> _WHAT THE EXERCISE ASKS_:
Go through the listing below and report how many lines contain the word "Résidence"; write no other words.

EXERCISE INPUTS section start

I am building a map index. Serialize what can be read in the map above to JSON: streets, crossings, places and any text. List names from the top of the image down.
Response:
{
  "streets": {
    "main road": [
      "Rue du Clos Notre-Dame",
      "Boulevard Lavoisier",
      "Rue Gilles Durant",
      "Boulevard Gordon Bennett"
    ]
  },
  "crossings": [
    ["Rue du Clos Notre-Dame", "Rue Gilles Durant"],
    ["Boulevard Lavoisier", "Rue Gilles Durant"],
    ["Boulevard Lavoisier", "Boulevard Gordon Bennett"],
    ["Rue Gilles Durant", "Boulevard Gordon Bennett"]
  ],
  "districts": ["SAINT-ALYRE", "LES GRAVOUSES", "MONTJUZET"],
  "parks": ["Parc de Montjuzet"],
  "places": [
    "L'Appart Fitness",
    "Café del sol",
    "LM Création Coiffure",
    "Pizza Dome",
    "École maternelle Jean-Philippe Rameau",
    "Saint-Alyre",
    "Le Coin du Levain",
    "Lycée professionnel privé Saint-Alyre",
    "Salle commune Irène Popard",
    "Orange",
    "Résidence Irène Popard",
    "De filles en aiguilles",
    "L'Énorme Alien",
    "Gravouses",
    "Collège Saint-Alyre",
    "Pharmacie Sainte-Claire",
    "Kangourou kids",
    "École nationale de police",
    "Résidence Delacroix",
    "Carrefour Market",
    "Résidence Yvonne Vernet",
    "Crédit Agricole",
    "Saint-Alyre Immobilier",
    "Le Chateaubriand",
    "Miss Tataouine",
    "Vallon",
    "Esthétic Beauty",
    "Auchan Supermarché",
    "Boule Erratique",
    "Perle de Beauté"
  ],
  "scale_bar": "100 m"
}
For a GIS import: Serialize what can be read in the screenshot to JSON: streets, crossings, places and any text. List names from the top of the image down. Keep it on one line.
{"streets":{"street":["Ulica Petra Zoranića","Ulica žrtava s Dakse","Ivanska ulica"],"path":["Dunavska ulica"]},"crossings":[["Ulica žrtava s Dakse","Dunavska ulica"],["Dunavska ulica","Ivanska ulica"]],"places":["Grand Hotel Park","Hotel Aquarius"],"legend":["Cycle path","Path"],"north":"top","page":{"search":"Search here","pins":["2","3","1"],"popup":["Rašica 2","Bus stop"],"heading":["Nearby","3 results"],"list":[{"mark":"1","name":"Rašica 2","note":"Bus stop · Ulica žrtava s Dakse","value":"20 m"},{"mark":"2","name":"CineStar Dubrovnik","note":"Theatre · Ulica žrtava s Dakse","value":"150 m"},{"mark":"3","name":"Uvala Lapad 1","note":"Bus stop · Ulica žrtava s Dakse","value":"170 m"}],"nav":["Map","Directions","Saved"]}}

EXERCISE INPUTS section end

> _EXERCISE RESULT_:
3